In deze zaak vorderde eiser, vertegenwoordigd door advocaat mr. A.W. Hooijen, betaling van een geldsom van € 149.215,63 van gedaagde, vertegenwoordigd door advocaat mr. K.A. Doekhi, op basis van artikel 6:10 BW, dat de bijdrageplicht van hoofdelijk schuldenaren regelt. Eiser stelde dat hij vorderingen van de vennootschap onder firma (vof) DomestiCare voor zijn rekening had genomen en dat hij de helft van die schulden op gedaagde kon verhalen, aangezien de bijdrageplicht in de vof 50% was. Gedaagde voerde als verweer aan dat hij niet de juiste partij was en dat niet was voldaan aan de vereisten van artikel 6:10 BW.
De rechtbank Gelderland, zittingsplaats Arnhem, behandelde de zaak en oordeelde dat gedaagde ten onrechte had aangevoerd dat hij geen vennoot meer was op het moment dat de vorderingen ontstonden. De rechtbank concludeerde dat de bij het handelsregister geregistreerde vof-akte niet compleet leek en dat gedaagde niet had aangetoond dat hij met zijn beheermaatschappij als vennoot was vervangen. De rechtbank verwierp ook het verweer van gedaagde dat de vordering niet kon worden ingesteld, omdat de schuld niet bestond of niet was gedelgd.

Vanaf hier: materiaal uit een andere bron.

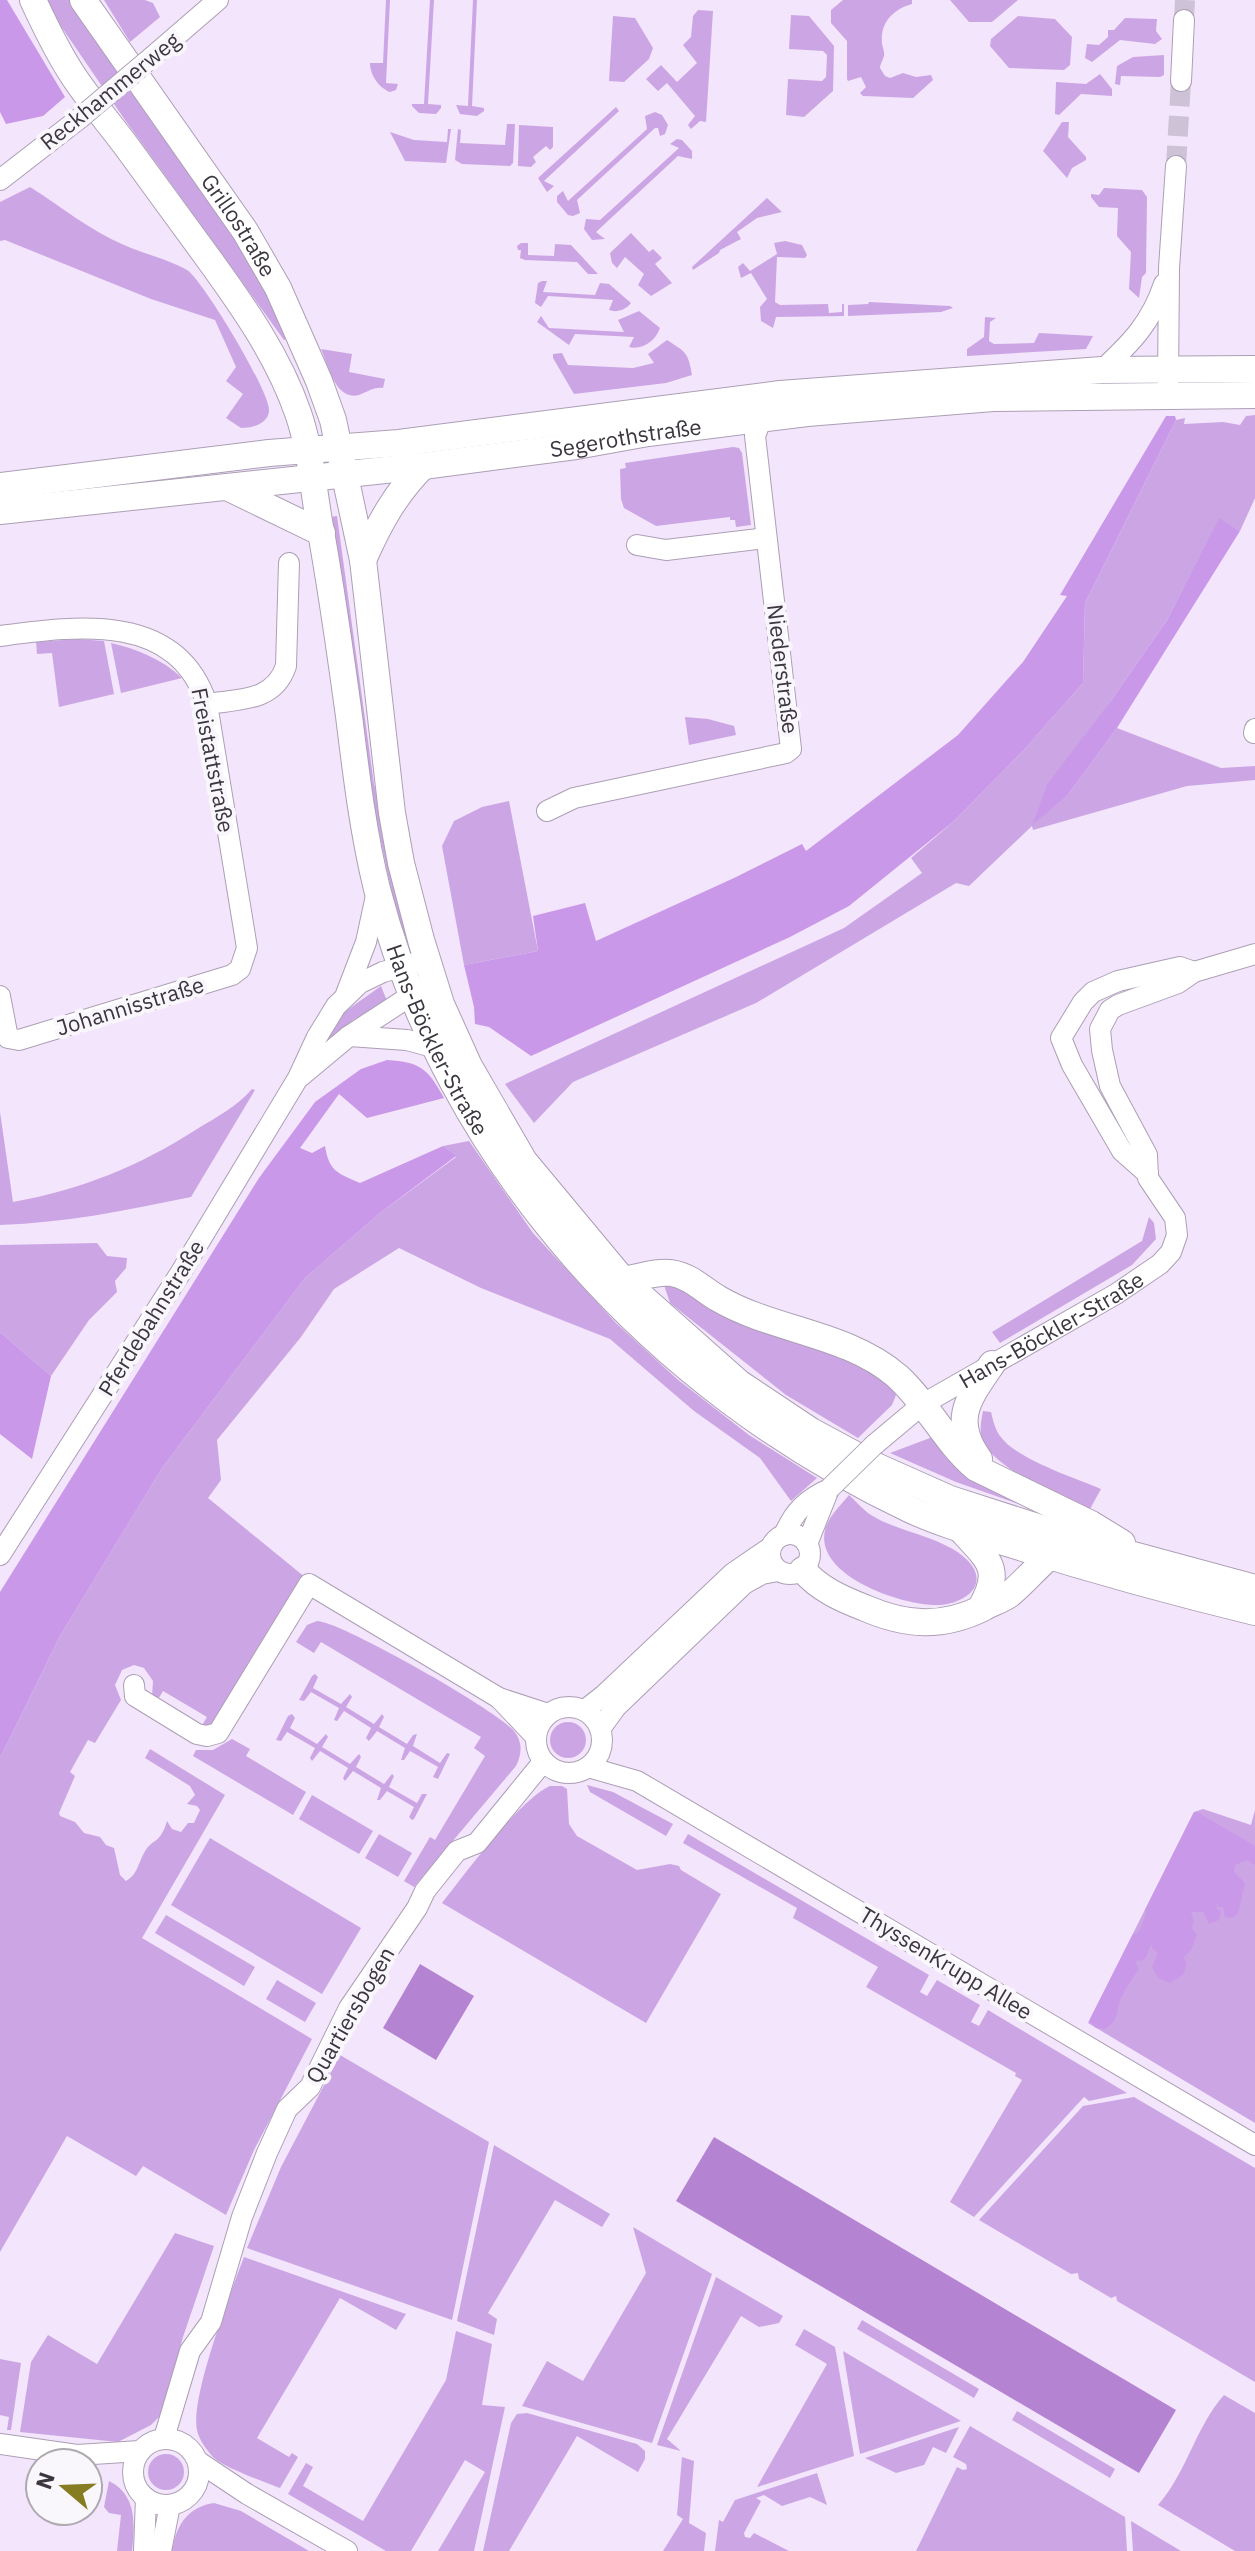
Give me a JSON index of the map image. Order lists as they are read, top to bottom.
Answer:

Uiteindelijk oordeelde de rechtbank dat gedaagde € 7.530,93 aan eiser moest betalen, wat overeenkomt met de helft van de gedelgde schulden van DomestiCare. De rechtbank veroordeelde eiser in de proceskosten, omdat hij grotendeels in het ongelijk was gesteld. Het vonnis werd uitgesproken op 7 augustus 2013.